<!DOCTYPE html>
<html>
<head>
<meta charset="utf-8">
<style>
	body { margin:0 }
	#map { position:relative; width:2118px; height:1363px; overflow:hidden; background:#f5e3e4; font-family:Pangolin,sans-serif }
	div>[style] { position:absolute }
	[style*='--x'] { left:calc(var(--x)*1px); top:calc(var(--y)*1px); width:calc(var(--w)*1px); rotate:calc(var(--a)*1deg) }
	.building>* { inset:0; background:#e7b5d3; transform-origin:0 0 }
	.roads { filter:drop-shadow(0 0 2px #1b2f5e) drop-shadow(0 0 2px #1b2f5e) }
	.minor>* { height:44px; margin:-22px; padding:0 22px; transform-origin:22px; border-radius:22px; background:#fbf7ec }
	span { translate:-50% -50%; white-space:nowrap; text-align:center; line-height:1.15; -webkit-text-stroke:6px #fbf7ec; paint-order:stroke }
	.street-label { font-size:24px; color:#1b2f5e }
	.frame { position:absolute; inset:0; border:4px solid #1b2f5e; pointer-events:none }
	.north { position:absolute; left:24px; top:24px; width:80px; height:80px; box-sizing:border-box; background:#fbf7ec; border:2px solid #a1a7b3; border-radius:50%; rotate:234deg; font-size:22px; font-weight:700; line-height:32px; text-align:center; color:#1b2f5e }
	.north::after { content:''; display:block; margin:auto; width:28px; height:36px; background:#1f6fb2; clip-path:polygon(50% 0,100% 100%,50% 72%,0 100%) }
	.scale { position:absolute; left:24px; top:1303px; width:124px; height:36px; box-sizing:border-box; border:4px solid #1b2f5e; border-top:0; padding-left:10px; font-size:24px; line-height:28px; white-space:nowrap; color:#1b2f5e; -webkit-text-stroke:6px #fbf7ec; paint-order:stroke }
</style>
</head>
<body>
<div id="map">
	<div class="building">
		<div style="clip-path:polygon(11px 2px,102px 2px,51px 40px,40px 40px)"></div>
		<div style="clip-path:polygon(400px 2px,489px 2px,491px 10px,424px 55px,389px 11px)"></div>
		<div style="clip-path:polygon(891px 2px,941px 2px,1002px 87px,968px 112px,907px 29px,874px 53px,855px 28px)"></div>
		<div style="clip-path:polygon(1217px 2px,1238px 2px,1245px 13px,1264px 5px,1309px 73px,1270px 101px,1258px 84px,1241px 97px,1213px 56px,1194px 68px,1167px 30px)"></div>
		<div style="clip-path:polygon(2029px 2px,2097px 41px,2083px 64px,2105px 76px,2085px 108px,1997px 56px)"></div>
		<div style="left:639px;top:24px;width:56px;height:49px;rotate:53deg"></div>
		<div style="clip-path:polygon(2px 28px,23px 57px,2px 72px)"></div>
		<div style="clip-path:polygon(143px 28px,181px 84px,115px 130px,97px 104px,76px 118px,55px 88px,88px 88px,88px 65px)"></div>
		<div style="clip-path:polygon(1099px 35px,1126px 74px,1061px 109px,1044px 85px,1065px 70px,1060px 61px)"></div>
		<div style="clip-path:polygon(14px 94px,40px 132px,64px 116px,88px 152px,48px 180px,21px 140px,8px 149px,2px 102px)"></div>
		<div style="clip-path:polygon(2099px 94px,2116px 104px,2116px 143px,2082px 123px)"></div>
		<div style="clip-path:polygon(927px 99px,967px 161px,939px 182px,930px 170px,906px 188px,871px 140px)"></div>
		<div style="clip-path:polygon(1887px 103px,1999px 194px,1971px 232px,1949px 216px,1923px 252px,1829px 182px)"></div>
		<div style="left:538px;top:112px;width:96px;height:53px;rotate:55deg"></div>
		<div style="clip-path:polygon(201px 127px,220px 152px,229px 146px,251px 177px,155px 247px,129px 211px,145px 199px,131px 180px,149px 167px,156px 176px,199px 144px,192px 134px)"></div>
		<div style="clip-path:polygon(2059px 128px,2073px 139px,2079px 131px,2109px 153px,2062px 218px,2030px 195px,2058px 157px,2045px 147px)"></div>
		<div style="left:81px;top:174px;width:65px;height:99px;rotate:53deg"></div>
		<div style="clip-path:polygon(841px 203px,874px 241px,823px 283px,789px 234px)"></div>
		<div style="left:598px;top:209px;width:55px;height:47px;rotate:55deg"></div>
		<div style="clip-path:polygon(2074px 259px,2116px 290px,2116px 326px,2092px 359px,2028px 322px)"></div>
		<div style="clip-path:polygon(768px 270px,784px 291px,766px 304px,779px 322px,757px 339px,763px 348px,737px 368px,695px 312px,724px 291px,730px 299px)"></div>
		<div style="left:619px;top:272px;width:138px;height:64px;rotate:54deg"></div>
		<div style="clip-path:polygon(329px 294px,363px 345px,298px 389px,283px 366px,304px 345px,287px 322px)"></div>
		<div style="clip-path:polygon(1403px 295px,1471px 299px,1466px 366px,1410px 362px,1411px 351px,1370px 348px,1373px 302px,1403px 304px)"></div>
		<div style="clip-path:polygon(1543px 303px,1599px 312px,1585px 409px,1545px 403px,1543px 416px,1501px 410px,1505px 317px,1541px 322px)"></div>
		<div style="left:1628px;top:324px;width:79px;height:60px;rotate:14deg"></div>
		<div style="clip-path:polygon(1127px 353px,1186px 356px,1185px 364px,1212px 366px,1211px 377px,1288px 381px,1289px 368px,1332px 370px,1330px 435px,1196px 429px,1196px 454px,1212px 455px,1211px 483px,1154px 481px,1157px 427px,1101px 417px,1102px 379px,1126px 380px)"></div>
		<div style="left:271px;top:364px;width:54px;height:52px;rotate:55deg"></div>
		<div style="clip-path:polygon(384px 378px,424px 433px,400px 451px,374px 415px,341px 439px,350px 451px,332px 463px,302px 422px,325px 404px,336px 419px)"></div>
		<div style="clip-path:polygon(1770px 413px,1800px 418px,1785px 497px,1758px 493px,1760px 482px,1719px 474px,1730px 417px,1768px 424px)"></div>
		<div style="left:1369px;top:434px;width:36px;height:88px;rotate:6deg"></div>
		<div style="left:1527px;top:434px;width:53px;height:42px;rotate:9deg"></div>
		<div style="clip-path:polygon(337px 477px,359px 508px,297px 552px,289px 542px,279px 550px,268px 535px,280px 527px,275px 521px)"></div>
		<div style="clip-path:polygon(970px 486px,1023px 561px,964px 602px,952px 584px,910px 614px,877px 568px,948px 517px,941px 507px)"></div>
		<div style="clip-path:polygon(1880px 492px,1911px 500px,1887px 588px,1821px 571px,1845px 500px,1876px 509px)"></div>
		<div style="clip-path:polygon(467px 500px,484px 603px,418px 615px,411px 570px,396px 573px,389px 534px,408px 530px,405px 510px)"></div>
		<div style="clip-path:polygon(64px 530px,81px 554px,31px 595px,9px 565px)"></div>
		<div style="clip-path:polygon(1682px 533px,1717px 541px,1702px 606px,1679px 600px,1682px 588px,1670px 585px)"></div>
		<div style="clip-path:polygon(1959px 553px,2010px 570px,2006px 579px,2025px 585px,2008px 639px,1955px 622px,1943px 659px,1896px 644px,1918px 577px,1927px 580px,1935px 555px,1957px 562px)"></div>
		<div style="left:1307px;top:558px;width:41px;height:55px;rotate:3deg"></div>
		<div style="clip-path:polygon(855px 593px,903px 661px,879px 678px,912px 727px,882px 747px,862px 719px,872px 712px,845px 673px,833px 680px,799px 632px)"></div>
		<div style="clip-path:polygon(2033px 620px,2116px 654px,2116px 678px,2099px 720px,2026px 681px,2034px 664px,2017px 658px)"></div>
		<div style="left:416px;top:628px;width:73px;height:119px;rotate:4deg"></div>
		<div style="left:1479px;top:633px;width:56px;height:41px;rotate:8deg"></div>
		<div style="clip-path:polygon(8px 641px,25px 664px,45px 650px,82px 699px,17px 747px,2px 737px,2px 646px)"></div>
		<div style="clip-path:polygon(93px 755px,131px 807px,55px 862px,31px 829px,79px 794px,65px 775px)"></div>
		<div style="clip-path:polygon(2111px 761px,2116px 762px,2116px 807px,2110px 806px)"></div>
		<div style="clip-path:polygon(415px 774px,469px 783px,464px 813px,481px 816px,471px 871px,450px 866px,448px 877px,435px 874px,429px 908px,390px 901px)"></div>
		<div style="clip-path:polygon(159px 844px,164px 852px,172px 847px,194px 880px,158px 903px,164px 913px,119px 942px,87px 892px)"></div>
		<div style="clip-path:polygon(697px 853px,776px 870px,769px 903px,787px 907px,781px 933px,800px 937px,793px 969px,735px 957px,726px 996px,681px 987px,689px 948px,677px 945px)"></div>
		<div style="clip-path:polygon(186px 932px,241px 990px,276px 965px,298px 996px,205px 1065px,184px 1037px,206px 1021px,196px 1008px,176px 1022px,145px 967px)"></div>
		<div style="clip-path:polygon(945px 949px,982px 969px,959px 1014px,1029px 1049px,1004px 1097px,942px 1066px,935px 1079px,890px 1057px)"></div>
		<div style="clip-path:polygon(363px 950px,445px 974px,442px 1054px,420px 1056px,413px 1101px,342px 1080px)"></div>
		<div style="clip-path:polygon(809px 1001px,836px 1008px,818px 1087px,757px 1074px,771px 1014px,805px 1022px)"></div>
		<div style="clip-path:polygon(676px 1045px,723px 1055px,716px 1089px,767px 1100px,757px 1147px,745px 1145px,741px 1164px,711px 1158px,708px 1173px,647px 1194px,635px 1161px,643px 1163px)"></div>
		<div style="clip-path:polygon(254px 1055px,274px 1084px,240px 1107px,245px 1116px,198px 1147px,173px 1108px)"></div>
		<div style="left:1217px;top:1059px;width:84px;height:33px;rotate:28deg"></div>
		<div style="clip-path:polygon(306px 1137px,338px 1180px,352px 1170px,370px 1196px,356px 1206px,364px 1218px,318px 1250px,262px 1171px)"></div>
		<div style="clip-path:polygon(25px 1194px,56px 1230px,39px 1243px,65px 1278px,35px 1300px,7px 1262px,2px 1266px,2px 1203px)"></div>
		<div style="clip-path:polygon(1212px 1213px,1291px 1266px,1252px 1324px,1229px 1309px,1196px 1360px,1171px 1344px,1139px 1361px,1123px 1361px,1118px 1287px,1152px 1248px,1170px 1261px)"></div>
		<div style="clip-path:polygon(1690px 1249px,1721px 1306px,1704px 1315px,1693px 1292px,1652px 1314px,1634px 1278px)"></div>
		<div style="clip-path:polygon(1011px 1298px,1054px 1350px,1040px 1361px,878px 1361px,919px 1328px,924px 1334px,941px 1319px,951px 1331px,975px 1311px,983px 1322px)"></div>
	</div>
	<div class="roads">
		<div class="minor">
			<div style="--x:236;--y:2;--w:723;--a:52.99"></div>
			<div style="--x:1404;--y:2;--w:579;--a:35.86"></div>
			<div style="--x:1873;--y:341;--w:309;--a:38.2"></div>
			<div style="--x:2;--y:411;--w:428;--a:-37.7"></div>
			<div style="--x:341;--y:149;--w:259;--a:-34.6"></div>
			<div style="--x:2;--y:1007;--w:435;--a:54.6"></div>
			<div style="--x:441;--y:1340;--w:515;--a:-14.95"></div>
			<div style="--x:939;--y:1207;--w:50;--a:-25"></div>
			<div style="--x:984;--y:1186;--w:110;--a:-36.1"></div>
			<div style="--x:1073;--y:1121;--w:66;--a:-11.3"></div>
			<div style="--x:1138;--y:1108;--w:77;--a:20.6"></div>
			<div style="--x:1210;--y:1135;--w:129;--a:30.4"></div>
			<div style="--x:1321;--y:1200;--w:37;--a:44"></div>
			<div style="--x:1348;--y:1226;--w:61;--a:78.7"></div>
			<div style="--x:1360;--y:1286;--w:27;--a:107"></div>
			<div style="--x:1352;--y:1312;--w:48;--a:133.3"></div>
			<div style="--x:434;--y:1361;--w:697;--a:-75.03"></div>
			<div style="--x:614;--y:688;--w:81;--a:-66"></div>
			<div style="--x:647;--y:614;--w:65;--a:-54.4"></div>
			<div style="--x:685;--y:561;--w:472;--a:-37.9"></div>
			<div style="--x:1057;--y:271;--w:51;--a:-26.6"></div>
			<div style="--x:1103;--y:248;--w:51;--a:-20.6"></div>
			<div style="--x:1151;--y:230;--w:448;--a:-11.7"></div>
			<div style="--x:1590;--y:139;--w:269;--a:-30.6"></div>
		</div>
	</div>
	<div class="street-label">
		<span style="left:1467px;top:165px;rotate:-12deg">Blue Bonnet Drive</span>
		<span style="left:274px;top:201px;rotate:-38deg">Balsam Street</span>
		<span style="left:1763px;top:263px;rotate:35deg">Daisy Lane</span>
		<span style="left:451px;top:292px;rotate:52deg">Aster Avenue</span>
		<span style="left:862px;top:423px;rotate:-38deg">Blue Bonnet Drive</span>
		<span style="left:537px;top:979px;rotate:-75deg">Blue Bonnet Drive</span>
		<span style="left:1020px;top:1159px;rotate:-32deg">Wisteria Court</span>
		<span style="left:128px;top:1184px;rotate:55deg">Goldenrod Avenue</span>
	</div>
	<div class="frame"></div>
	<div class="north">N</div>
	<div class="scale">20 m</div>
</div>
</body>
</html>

** Problem to solve **
What lines in the entries contain "frame"? Report each one by copying it.

** Written response **
	.frame { position:absolute; inset:0; border:4px solid #1b2f5e; pointer-events:none }
	<div class="frame"></div>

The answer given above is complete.